2. A voice synthesizer in accordance with claim 1 wherein
the line (46) on the chart is further characterized as a straight
line having a slope m=-1 on the log-log axes.
3. A voice synthesizer in accordance with claim 1 wherein
the memory (18) further comprises
a section storing a data point table (FIG. 6) including a list of
data points describing a complete sound to be synthesized, a first
table (FIG. 7) including a list of addresses, each address locating
an initial storage position of a sequence of storage positions of a
different one of the basis functions, and a second table (FIG. 8)
including a list of basis function data,
the producing means is further characterized by
a microprocessor (15) interconnecting with the memory (18) by way
of an address bus (30) and a data bus (31), the microprocessor
being responsive to data read from the data point table (FIG. 6)
and the first table (FIG. 7) for controlling transfer of selected
basis function data from the second table (FIG. 8) to the
microprocessor,
an input/output device (20) interconnecting with the microprocessor
by way of the data bus (31) for receiving the selected basis
function data from the microprocessor, and
a first digital-to-analog converter (11) interconnecting with the
input/output device by way of data bus means (32) for receiving the
selected basis function data from the input/output device, the
first digital-to-analog converter being responsive to the selected
basis function data for generating an analog waveform segment
approximately representing a desired data point.
4. A voice synthesizer in accordance with claim 3 wherein the
microprocessor (15) is further characterized by operating in
response to a time compression/expansion coefficient (60) fetched
from the data point table (FIG. 6) for determining the rate of
transmitting basis function data from the microprocessor to the
input/output device.
5. A voice synthesizer in accordance with claim 3 wherein the
producing means is further characterized by a second
digital-to-analog converter (12) interconnecting with the
input/output device (20) by way of data bus means (33), the second
digital-to-analog converter (12) being responsive to an amplitude
coefficient (70) fetched from the list of the data point table
(FIG. 6) for producing a bias signal, the first digital-to-analog
converter (11) being further responsive to the bias signal for
modifying the amplitude of the analog waveform segment representing
the desired data point.
6. A voice synthesizer arranged with a memory for storing basis
functions, each basis function including a set of data representing
a speech waveform segment recorded at a basic storage rate and each
basis function defining a waveform segment within a pitch period
and including plural formants F1 and F2; the synthesizer being
characterized by
means for reading out the basis functions at a readout rate that is
varied from pitch period to pitch period, different readout rates
producing different speech waveform segments within the pitch
period and including formants F1 and F2.
Description
TECHNICAL FIELD
This invention relates to a voice synthesizer which stores basis
functions representing some speech waveforms and produces other
speech waveforms by means of either time compression or time
expansion of the stored basis functions.
BACKGROUND OF THE INVENTION
The employment of many large scale electronic computer systems for
performing a wide variety of computational and logical
manipulations on sets of data has led to a recognition that a voice
response to human users is a desirable feature.

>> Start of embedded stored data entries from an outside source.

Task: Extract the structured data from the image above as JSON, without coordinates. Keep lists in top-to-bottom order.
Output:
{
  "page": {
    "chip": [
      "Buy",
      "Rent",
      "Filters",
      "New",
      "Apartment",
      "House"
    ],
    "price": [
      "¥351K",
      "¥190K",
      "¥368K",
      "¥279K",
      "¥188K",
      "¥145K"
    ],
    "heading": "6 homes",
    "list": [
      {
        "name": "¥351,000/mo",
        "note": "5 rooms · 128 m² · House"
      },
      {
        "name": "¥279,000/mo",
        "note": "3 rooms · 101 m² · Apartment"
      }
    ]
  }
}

Many electronic
systems research and development organizations are attempting to
develop a practical system for synthesizing speech by means of a
voice waveform synthesizer. Because of the synthesis techniques and
compilation systems used, voice synthesizers have either an
undesirably small vocabulary, or poor sound quality, or are so
costly to build and operate that they are impractical for many
desired commercial applications.
For instance, hardware has been developed for synthesizing speech
in real time by concatenating formant data. Although such hardware
can produce high quality speech, relatively complex and expensive
arrangements of equipment are required. Electron. Commun. Japan,
52-C, 126-134, (1969); IEEE Trans. on Comm. Tech., Vol. COM-19, No.

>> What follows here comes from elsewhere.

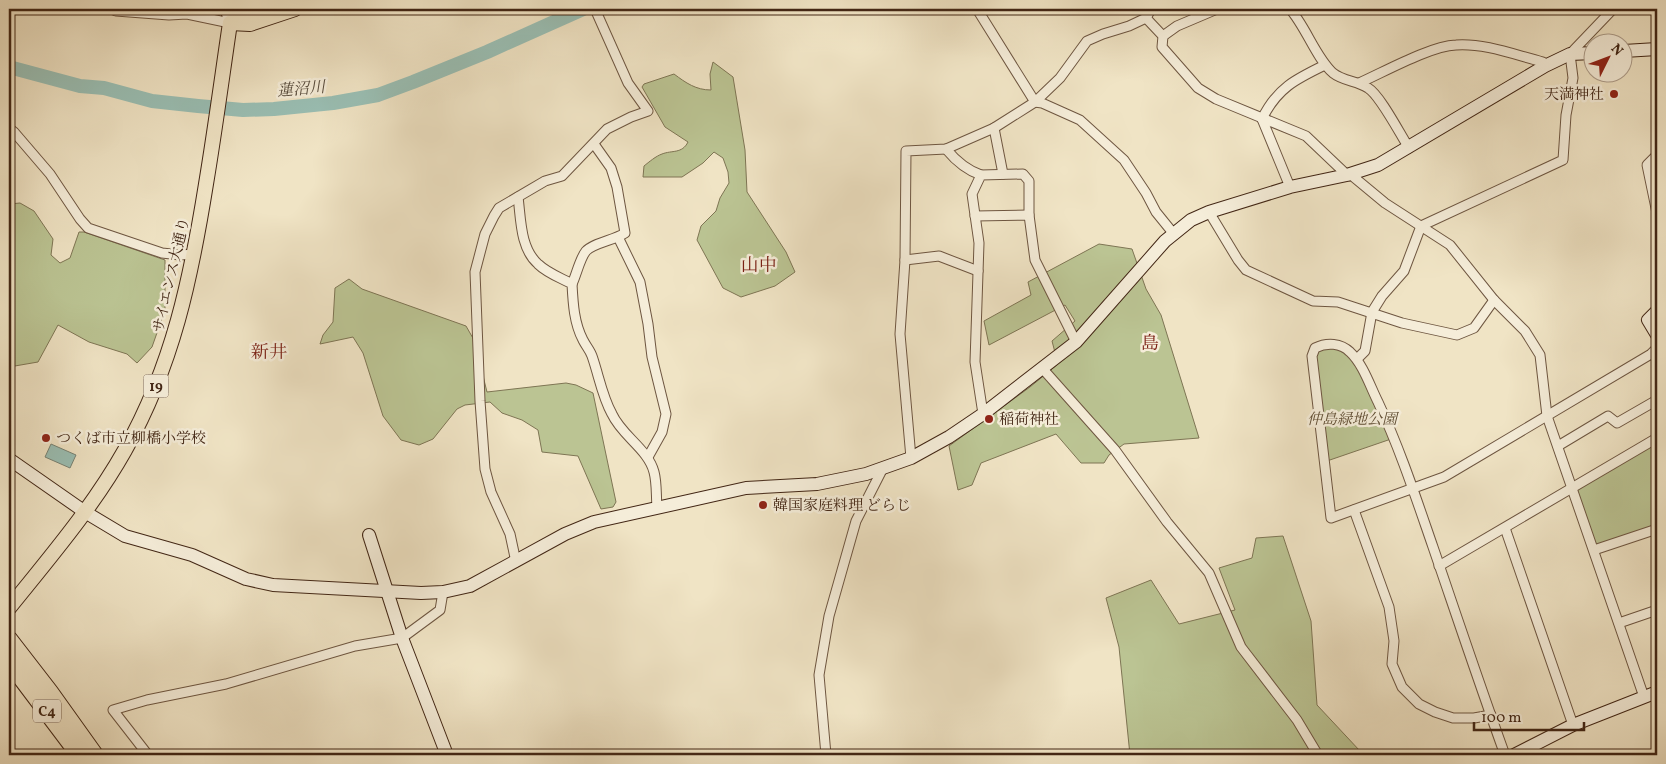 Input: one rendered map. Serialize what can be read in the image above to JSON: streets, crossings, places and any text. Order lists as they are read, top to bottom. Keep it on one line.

6, 1016-1020, (Dec. 1971); U.S. Pat. No. 3,828,132; and BYTE, No.
12, 16-24 and 26-33, (Aug. 1976).
Speech also has been synthesized by linear prediction of the speech
waveform. This method of speech generation produces higher quality
speech than the aforementioned arrangements but requires more
memory as well as relatively complex and expensive equipment
arrangement. Acoust. Soc. of Amer., 50, 637-655, (1971).
There is a need, therefore, for a simple voice synthesizer which
inexpensively produces a relatively large vocabulary of high
quality sounds.
It is an object of the invention to develop a voice waveform
synthesizer.
It is still another object to provide a voice synthesizer which
produces acceptably good quality sounds.
It is a further object to develop an inexpensive voice synthesizer
having a relatively large vocabulary.
It is a still further object to advantageously employ a
microprocessor in a good quality voice synthesizer.
SUMMARY OF THE INVENTION
These and other objects are realized in a voice synthesizer
arranged with a memory for storing basis functions, each basis
function including a set of data representing a speech waveform
segment recorded at a basic storage rate and each basic function
defining a waveform segment including plural formants F1 and F2.

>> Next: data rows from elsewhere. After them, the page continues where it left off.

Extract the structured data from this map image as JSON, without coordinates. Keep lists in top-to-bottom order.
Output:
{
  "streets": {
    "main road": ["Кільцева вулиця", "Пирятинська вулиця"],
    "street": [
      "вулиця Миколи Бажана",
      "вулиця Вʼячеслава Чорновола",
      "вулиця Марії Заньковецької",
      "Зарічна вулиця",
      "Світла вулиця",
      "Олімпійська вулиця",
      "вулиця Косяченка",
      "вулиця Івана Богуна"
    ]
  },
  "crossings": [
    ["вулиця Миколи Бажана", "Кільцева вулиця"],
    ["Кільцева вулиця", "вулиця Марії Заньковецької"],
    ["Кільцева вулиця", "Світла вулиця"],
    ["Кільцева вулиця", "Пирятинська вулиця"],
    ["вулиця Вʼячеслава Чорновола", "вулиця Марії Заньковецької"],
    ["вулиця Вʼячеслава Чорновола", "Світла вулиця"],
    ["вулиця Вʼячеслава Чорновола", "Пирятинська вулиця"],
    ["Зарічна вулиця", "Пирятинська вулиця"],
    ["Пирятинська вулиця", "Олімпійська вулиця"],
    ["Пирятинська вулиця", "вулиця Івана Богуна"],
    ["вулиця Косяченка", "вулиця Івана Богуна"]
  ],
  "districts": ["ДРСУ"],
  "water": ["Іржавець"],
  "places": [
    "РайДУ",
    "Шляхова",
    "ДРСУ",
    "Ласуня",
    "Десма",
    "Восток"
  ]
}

The synthesizer is characterized by each basis function being
represented by a data point plotted on a single line on a chart
having first and second formant log-log axes and means for
producing a speech waveform segment approximately representing any
desired point located off of the line on the chart by selecting and
reading out of the memory one of the basis functions at a rate
different than the basic storage rate.
It is a feature of the invention to store plural basis functions,
each representing a selected speech waveform segment recorded at a
basic rate, and to produce another speech waveform segment by
selecting and reading out a selected one of the stored basis
functions at a rate different than the basic storage rate thereby
producing a desired waveform segment different than the stored
waveforms but within the relevant formant frequency space.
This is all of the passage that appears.